Cosa significa davvero essere scrittori oggi? È solo una questione di ispirazione o c’è dietro un lavoro fatto di organizzazione, studio e un po’ di sana ostinazione? L’abbiamo scoperto incontrando Marilena Barbagallo, una ragazza adranita che ha trasformato il sogno dei diari segreti di una bambina in una solida realtà impregnata delle sue radici territoriali.
Il percorso di Marilena non è stato una linea retta tracciata tra libri e studi umanistici, ma un bivio tra logica e sentimento. «In realtà ho sempre desiderato studiare materie umanistiche e anche alle superiori volevo fare il classico», racconta, ricordando come le resistenze dei professori e la necessità di una scelta pratica l’abbiano spinta verso la gestione delle imprese turistiche. «All’università avrei voluto fare Lettere, è sempre stata la mia attitudine, però avevo bisogno di una scelta più pratica a livello lavorativo.»
Una scelta logica, dunque, ma che non ha mai spento quella che lei stessa definisce un’ossessione che si faceva già sentire durante le spiegazioni dei professori: «Ho scelto Economia e gestione delle imprese turistiche come naturale prosieguo del mio percorso di studi liceale, una scelta più logica che di sentimento. Nonostante ciò a livello relazionale la scuola e l’università sono stati i periodi più belli della mia vita. Quando mi sono laureata ho continuato il percorso con l’economia ma poi è arrivata la scrittura. A lezione, invece di prendere appunti, scrivevo il mio romanzo… una volta mi ha beccato la professoressa e meno male che non mi ha chiesto cosa stessi scrivendo, perché essendo molto “focose” le cose che scrivo sarebbe stata una figuraccia pessima».
In quel momento, scrivere non era ancora un mestiere riconosciuto, ma un atto di resistenza che faticava a trovare legittimazione.

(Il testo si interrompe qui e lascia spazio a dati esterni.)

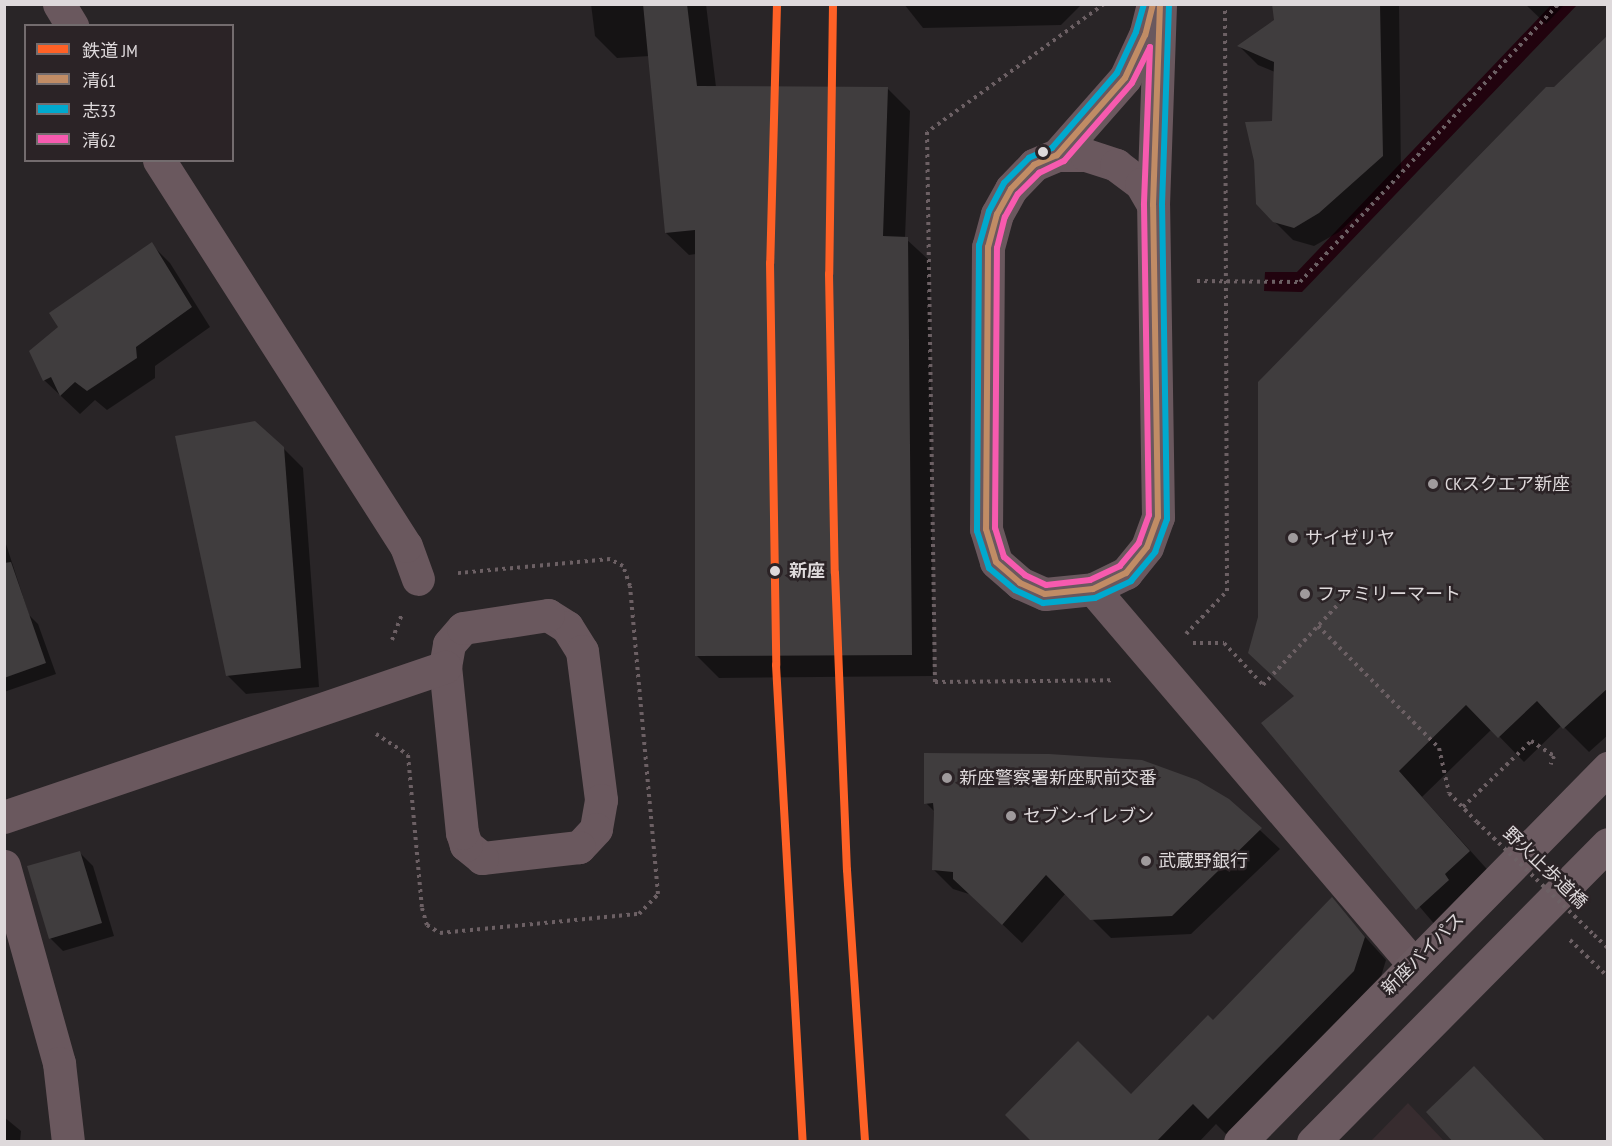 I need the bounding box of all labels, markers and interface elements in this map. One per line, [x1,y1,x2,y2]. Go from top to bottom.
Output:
legend [24,24,234,162]
text: 鉄道 JM [82,39,138,62]
text: 清61 [82,69,116,92]
text: 志33 [82,99,116,122]
text: 清62 [82,129,116,152]
unlabelled marker [1037,146,1049,158]
place label: CKスクエア新座 [1445,473,1570,495]
marker: CKスクエア新座 [1426,477,1440,491]
place label: サイゼリヤ [1305,527,1395,549]
marker: サイゼリヤ [1286,531,1300,545]
place label: 新座 [789,560,825,582]
marker: 新座 [766,562,784,580]
place label: ファミリーマート [1317,583,1461,605]
marker: ファミリーマート [1298,587,1312,601]
place label: 新座警察署新座駅前交番 [959,767,1157,789]
marker: 新座警察署新座駅前交番 [940,771,954,785]
place label: セブン-イレブン [1023,805,1154,827]
marker: セブン-イレブン [1004,809,1018,823]
street label: 野火止歩道橋 [1499,823,1591,913]
place label: 武蔵野銀行 [1158,850,1248,872]
marker: 武蔵野銀行 [1139,854,1153,868]
street label: 新座バイパス [1377,908,1469,1000]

D’altronde, quella di Marilena è un’attitudine che trova le sue radici in un tempo in cui l’evasione non passava attraverso uno schermo, ma attraverso la carta. «Se oggi regalano i tablet, prima regalavano cose su cui potevi scrivere a mano», ricorda, rievocando l’immagine di una ragazzina che riempiva il carrello della spesa con i libri presi dai totem del supermercato, a volte anche solo per il semplice piacere di farlo. I diari ricevuti ai compleanni diventavano contenitori di pensieri, canzoni e frammenti di vita quotidiana, ma anche cronache semiserie condivise con le amiche tra i banchi di scuola. «Avevo un diario su cui disegnavo le scenette di episodi della nostra vita… anche qui siamo state sgamate. Una volta la professoressa l’ha aperto su una pagina un po’ equivoca».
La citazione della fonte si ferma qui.